**TO DO**
Copy out each line featuring the string "linejoin" from the entries beneath.

________

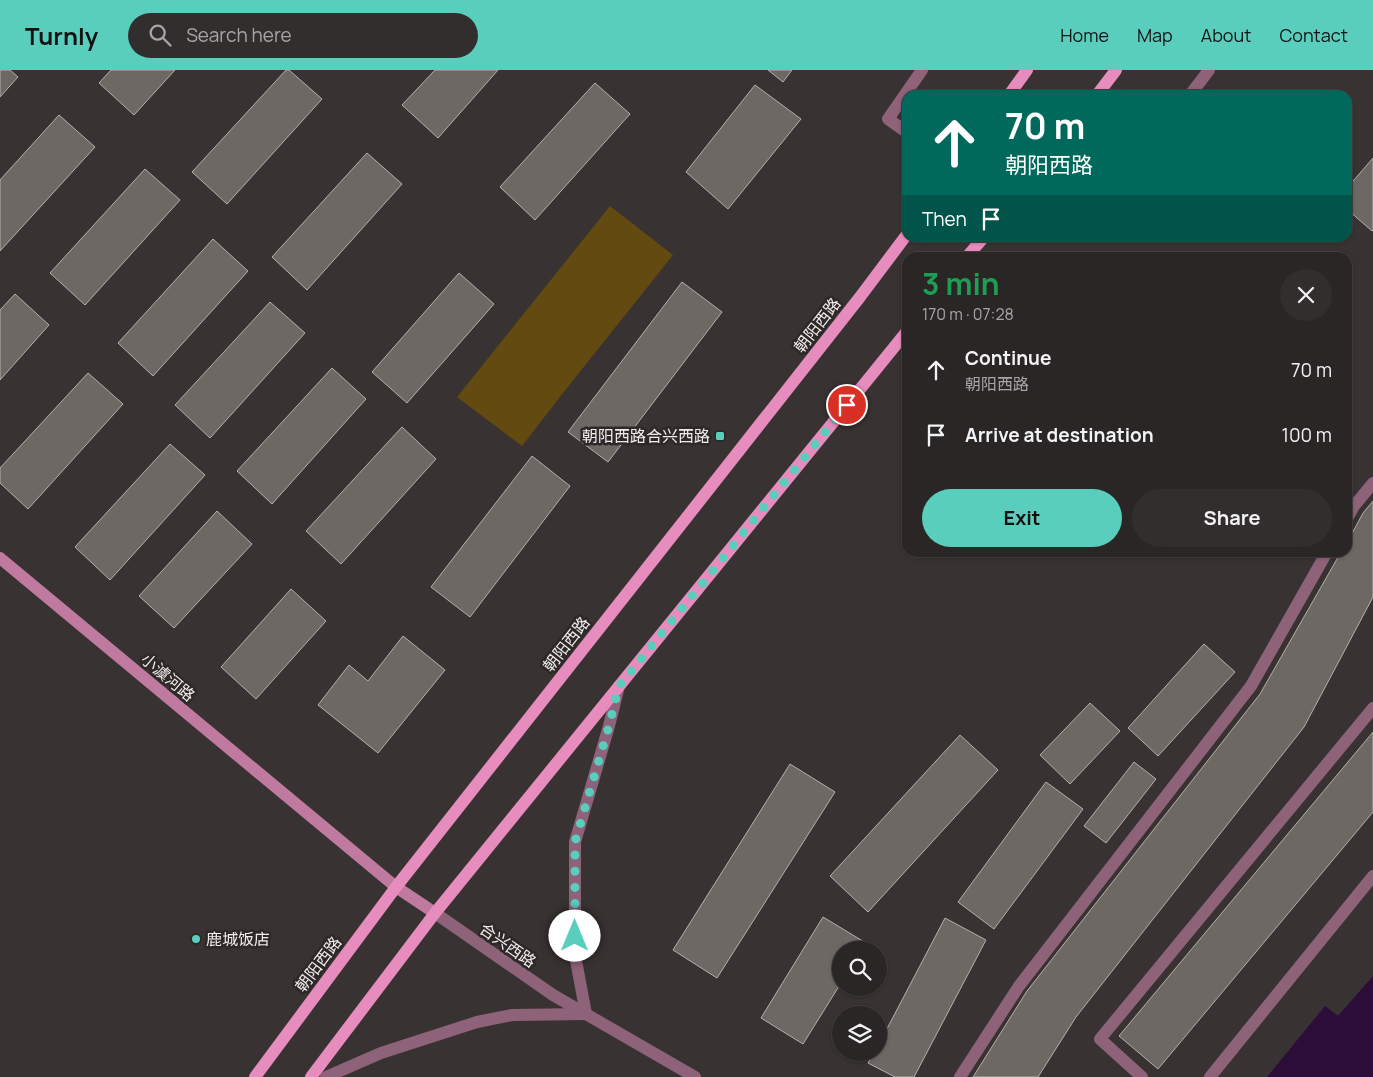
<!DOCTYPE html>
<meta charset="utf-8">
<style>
:root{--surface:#2a2626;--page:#322e2e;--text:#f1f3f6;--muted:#a5a5a7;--line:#464343;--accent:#5acebd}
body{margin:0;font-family:Manrope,"Noto Sans SC",sans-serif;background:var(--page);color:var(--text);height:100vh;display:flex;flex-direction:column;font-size:19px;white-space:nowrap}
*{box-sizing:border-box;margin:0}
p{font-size:16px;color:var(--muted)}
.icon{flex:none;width:28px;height:28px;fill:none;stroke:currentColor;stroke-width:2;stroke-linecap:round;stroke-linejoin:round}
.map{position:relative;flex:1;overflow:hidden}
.details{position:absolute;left:902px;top:182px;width:450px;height:305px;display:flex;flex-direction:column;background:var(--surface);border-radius:15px;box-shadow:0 1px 4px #0004,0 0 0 1px var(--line)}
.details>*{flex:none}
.banner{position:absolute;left:902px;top:20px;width:450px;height:152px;border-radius:15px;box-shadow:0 1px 4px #0004,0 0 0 1px var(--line);background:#00695c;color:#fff;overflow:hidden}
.buttons{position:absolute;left:832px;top:871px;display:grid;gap:10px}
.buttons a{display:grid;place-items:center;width:55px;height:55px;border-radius:50%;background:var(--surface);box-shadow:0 1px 4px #0004,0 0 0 1px var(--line);font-size:25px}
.pin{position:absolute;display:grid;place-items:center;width:42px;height:42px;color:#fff;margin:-21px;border:2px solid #fff;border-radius:50%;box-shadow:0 1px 5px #0007}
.me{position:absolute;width:55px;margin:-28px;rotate:0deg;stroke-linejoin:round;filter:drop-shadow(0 0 4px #0008)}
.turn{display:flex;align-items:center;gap:18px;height:105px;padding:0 20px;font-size:22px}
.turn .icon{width:65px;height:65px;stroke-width:2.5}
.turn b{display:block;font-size:35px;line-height:42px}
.then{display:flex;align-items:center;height:48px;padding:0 20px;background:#0003;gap:10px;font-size:19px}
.round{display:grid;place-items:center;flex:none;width:52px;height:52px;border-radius:26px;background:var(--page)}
.summary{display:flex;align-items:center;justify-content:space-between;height:85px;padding:0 20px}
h1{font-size:30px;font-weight:700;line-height:38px;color:#1e9e55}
.button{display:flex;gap:10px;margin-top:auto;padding:10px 20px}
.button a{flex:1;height:58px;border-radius:30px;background:var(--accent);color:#111;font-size:20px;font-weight:700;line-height:58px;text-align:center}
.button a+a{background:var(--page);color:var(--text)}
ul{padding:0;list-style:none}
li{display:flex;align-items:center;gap:15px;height:65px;padding:0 20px}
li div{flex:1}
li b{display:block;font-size:19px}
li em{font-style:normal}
header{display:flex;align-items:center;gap:30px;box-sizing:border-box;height:70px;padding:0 25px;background:var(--accent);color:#111}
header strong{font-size:24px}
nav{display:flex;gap:28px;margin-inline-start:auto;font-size:18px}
.search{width:350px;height:45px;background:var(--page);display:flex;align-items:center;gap:12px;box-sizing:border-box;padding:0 18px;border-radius:28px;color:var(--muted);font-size:19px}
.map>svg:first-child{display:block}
.green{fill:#624a10}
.water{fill:#2c0d3a}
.building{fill:#6d6864;stroke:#b6b0ac}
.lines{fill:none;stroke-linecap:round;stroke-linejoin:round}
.minor{stroke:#8e6279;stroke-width:12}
.tertiary{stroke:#8e6279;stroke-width:12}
.secondary{stroke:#c07aa0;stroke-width:12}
.primary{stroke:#e78dbe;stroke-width:12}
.route{stroke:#5acebd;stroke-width:9;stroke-dasharray:0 16.2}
.poi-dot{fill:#5acebd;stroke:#2e2828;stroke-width:2}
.labels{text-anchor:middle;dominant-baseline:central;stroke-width:5;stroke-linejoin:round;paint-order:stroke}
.street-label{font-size:16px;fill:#f1eded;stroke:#2e2828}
.poi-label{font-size:16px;fill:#f1eded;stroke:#2e2828;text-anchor:end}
</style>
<header>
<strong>Turnly</strong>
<div class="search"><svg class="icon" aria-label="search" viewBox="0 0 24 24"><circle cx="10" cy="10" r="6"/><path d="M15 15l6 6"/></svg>Search here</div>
<nav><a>Home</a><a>Map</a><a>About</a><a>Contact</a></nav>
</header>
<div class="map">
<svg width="1373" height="1007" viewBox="0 0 1373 1007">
<rect width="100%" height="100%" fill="#383232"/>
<polygon class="green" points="610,136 673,185 563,323 522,376 457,327"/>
<polygon class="water" points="1373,906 1373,1007 1267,1007 1325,936 1338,946"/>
<g class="building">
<polygon points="0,0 10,0 18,7 0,27"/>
<polygon points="111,0 175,0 134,45 99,13"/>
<polygon points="286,0 289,0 322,29 227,134 192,102"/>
<polygon points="435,0 498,0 438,68 402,35"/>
<polygon points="768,0 792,0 783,12"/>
<polygon points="595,13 630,44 535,150 500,117"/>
<polygon points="755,15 801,49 728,139 686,102"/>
<polygon points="59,45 95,77 0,181 0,110"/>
<polygon points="367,83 402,114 307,220 272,187"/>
<polygon points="1373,88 1373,160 1372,161 1348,140 1348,117"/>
<polygon points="145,99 180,130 85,235 50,203"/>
<polygon points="213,169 248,201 153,306 118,273"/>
<polygon points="459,203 494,234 407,333 372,302"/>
<polygon points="682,212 722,242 608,392 568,362"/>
<polygon points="15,224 49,255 0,310 0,240"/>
<polygon points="270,232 305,263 210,368 175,335"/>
<polygon points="332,298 366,329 272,434 237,401"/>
<polygon points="88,303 123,334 28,439 0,413 0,398"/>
<polygon points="402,357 436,389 341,494 306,461"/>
<polygon points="170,374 205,405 110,510 75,477"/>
<polygon points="532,386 570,416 470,547 431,517"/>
<polygon points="1373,431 1373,527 1304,657 1076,947 1038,1007 973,1007 1027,921 1260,624 1341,482 1348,482 1348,471 1363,443"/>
<polygon points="217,441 252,474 174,558 139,526"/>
<polygon points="291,519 326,551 256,629 221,597"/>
<polygon points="403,566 445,600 378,683 318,635 349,595 368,611"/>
<polygon points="1204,574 1235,602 1158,686 1128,658"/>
<polygon points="1090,633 1120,661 1070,714 1040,685"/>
<polygon points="1373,662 1373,742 1158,999 1119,966"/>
<polygon points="960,665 998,700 868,842 830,806"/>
<polygon points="1134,692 1156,709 1106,773 1084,756"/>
<polygon points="790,694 835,722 717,908 673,880"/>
<polygon points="1046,712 1083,739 994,859 958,832"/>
<polygon points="823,847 866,873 862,880 841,880 841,913 803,974 761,948"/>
<polygon points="945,848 986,870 914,1007 895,1007 868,993 874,982 879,982 879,974"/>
</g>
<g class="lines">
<g class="minor">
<polyline points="1190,25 1209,0"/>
<polyline points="908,63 888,49 922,0"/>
<polyline points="1348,447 1354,436 1373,413"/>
<polyline points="960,1007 1019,916 1251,616 1327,482"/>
<polyline points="1142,1007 1100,969 1373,638"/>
<polyline points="1210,1007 1373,806"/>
</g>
<g class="tertiary">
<polyline points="435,843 553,925 695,1007"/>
<polyline points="586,944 575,885 575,772 609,656 619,616"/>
<polyline points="326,1007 381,983 477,952 512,945 586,944"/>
</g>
<polyline class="secondary" points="0,488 396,817 435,843"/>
<g class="primary">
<polyline points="1009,25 1027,0"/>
<polyline points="1097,25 1116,0"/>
<polyline points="966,188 983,168"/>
<polyline points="255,1007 396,817 860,227 908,163"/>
<polyline points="311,1007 435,843 908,260"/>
</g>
</g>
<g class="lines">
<polyline class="route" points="575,866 575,772 609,656 619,616 847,335"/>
</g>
<g class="poi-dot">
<rect x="715" y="361" width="10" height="10" rx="2.5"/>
<circle cx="196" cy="869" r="5"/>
</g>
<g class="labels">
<g class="street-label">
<text transform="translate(817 255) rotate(-52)">朝阳西路</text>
<text transform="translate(566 574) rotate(-52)">朝阳西路</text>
<text transform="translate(168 607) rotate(40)">小澞河路</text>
<text transform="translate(508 875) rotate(35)">合兴西路</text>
<text transform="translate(318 894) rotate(-53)">朝阳西路</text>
</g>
<g class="poi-label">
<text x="710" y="366">朝阳西路合兴西路</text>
<text x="206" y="869" text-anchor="start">鹿城饭店</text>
</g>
</g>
</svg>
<div class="buttons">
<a><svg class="icon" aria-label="search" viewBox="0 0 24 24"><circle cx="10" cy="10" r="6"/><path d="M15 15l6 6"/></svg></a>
<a><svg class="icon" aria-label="layers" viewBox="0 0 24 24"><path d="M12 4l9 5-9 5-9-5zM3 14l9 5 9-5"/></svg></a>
</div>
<div class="pin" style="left:847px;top:335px;background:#d93025"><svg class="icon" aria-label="arrive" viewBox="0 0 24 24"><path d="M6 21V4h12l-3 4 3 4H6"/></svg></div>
<svg class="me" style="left:575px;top:866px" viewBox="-20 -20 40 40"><circle r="19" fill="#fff"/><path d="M0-13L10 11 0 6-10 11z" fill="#5acebd"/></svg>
<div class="banner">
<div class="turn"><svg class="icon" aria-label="ahead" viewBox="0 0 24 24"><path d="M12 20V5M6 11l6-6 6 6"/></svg><div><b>70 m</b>朝阳西路</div></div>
<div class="then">Then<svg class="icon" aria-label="arrive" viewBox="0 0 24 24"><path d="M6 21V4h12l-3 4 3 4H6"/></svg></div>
</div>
<section class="details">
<div class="summary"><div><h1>3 min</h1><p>170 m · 07:28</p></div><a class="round"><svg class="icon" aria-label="close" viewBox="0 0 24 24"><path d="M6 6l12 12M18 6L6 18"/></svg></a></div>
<ul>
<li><svg class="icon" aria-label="ahead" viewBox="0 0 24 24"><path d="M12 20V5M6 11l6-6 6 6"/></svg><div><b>Continue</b><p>朝阳西路</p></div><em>70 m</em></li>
<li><svg class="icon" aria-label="arrive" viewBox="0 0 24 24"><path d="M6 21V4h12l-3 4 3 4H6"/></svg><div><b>Arrive at destination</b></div><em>100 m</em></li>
</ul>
<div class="button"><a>Exit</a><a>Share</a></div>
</section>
</div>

________

**ANSWER FOR THIS EXERCISE**
.icon{flex:none;width:28px;height:28px;fill:none;stroke:currentColor;stroke-width:2;stroke-linecap:round;stroke-linejoin:round}
.me{position:absolute;width:55px;margin:-28px;rotate:0deg;stroke-linejoin:round;filter:drop-shadow(0 0 4px #0008)}
.lines{fill:none;stroke-linecap:round;stroke-linejoin:round}
.labels{text-anchor:middle;dominant-baseline:central;stroke-width:5;stroke-linejoin:round;paint-order:stroke}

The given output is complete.